Another scenario to explain multiple unrelated families with a mutation allele that has IBD is that numerous immigrants came to New Zealand from a population where the mutation had a high frequency due to a founder effect. This is almost certainly the case for the Afrikaner mutations, such as D206E/FH Afrikaner-1 which is present in 65–70% of FH patients in the Afrikaner population in South Africa .
Mutational processes have the potential to confound the use of haplotype analysis to assess IBD. In this study it is assumed that for any two individuals with the same LDLR mutation, but without a haplotype in common, they do not have a common ancestor and the mutations arose through separate mutational events. However, recombination events can interrupt part of a haplotype, and if these have occurred on both sides of LDLR only the markers closest to the gene may have alleles in common, as seen for LDLR:c.301G>A/E80K in this study. The recombination rate is estimated to be about 1–2% per meiosis (i.e. per generation) per Mb, so we should only expect a crossover event between LDLR and a marker 1 Mb away to occur once per 100 generations [12,20]. The actual recombination frequency maybe greater than that this in some chromosomal regions, but it is nevertheless a rare event. Replication slippage mutations which alter the length of the repeat tract of the STR may also confound the use of haplotype data, but it should also be assumed that this is a rare occurrence [21,22].
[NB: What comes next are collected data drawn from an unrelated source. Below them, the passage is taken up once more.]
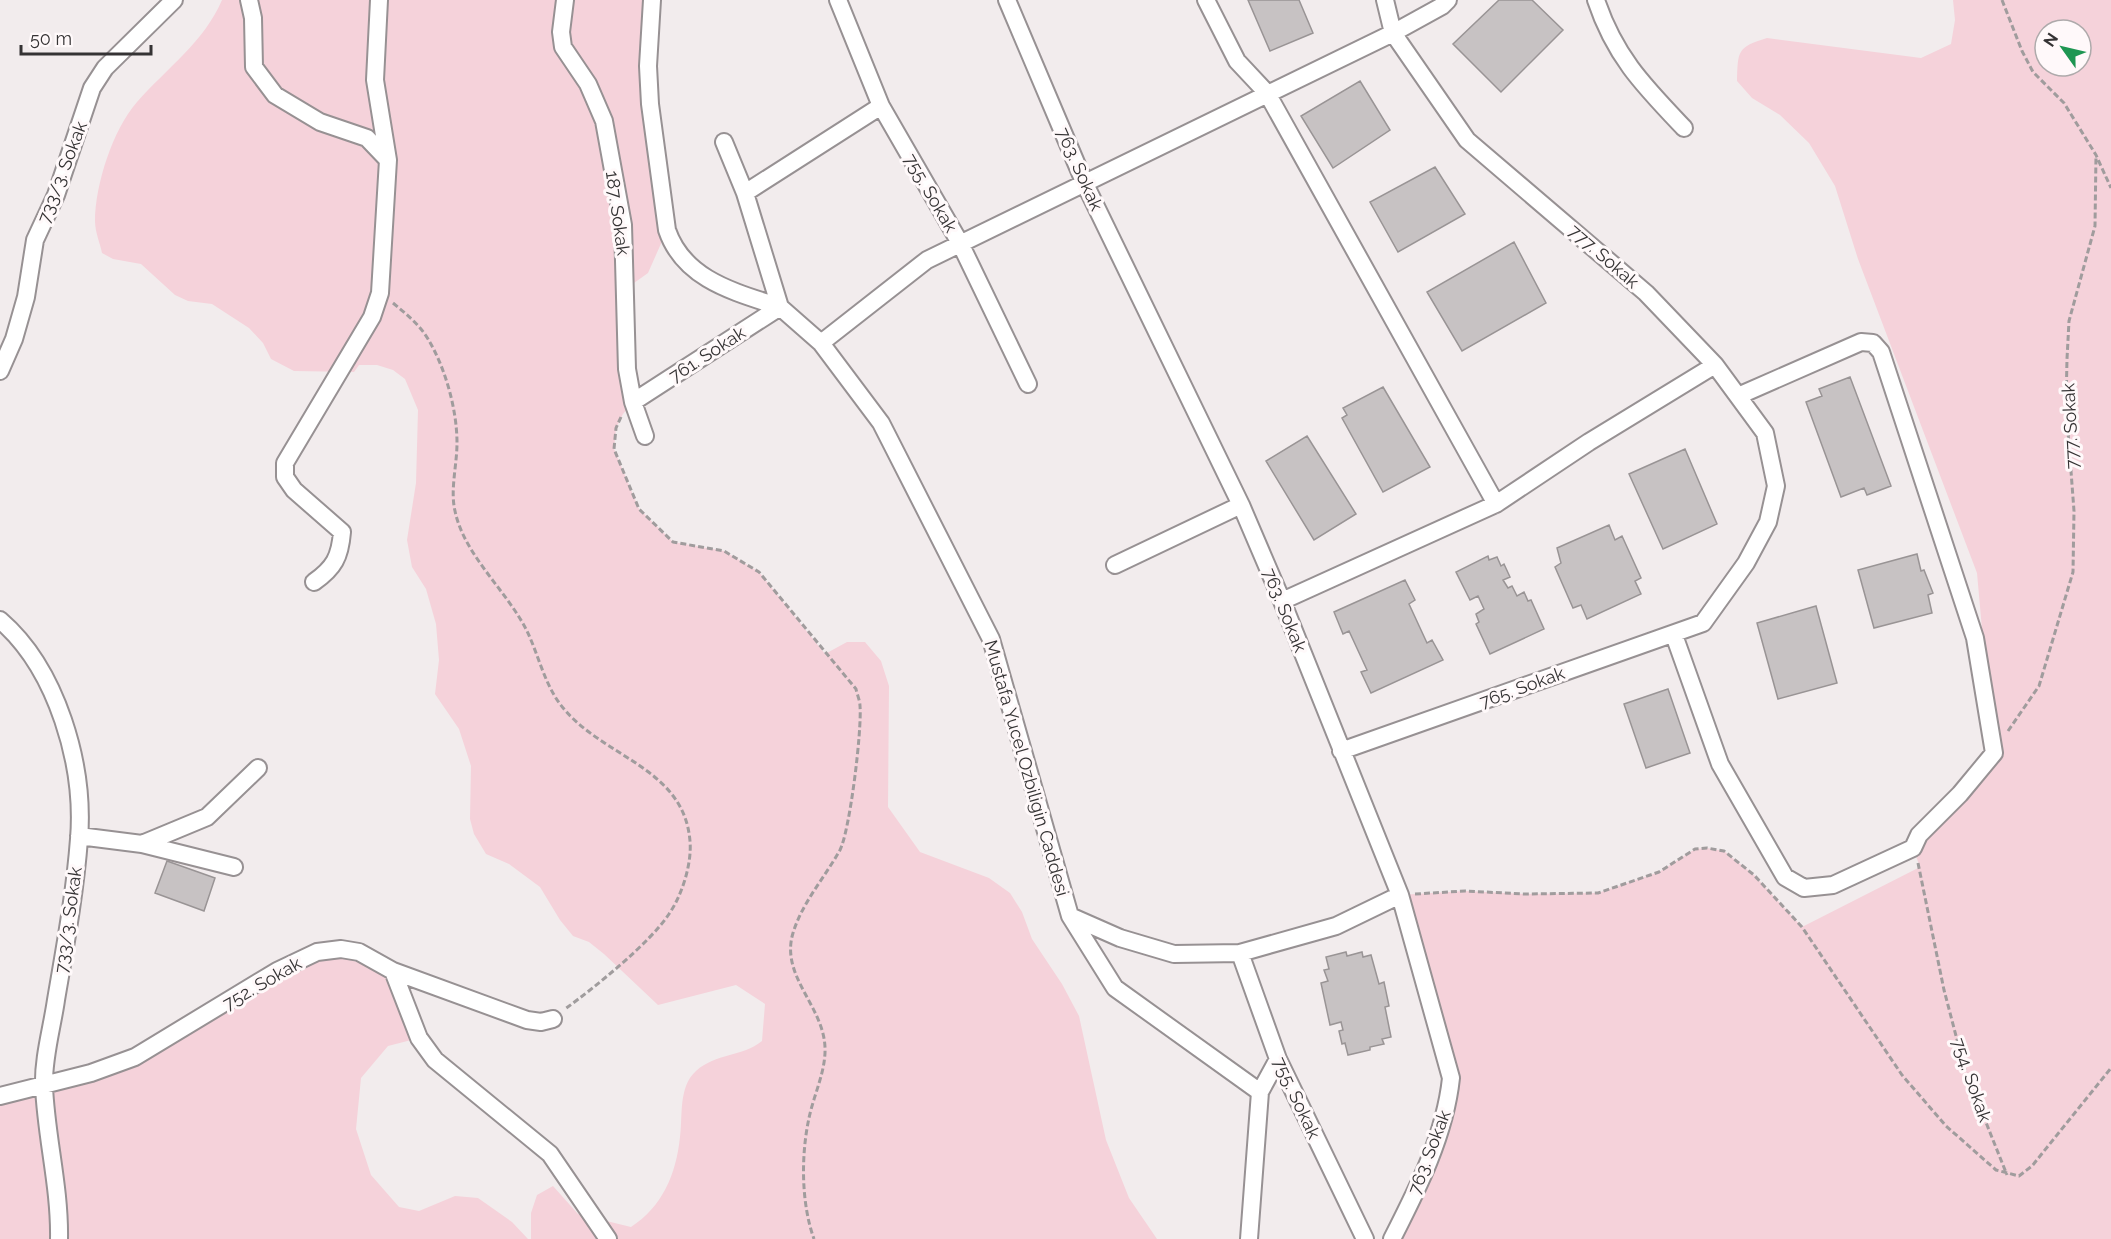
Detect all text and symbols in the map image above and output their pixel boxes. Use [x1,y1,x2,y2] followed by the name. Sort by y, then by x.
[21,18,152,56] scale bar
[2033,18,2093,78] north arrow
[30,28,72,49] text: 50 m
[2040,30,2062,50] text: N
[33,118,91,226] street label: 733/3. Sokak
[1052,124,1108,214] street label: 763. Sokak
[900,150,962,237] street label: 755. Sokak
[602,169,634,257] street label: 187. Sokak
[1565,220,1644,292] street label: 777. Sokak
[665,321,749,386] street label: 761. Sokak
[2057,382,2083,470] street label: 777. Sokak
[1259,565,1311,655] street label: 763. Sokak
[980,638,1074,898] street label: Mustafa Yucel Ozbiligin Caddesi
[1477,662,1568,712] street label: 765. Sokak
[50,865,86,975] street label: 733/3. Sokak
[219,952,305,1014] street label: 752. Sokak
[1948,1035,1996,1125] street label: 754. Sokak
[1269,1054,1325,1142] street label: 755. Sokak
[1403,1106,1455,1197] street label: 763. Sokak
Although it is difficult to quantify how much recombination and slippage mutations affect the haplotype analysis, we can observe that a number of mutations with clear IBD across multiple index patients can be easily identified by a common five marker haplotype, which provides evidence that these processes are not disrupting the STR data to an extent that common IBD haplotypes are not discernible. This supports the assertion that for mutations where several patients do not have a common haplotype, they actually do not have a common ancestor, rather than that an allele that has IBD has been disrupted by recombination or mutation. We have observed evidence of likely historical recombination events at the edges of the haplotype block which are consistent with these mechanisms.
This work confirms our working hypothesis that IBD can explain most instances of LDLR mutations which have been identified in multiple unrelated FH index patients in New Zealand. The alternative scenario that these are hotspot mutations that had all arisen independently was generally discounted. IBD was excluded for 7 of the 26 mutations (27%) included in the study, although these mutations were each only seen in 2-3 index patients.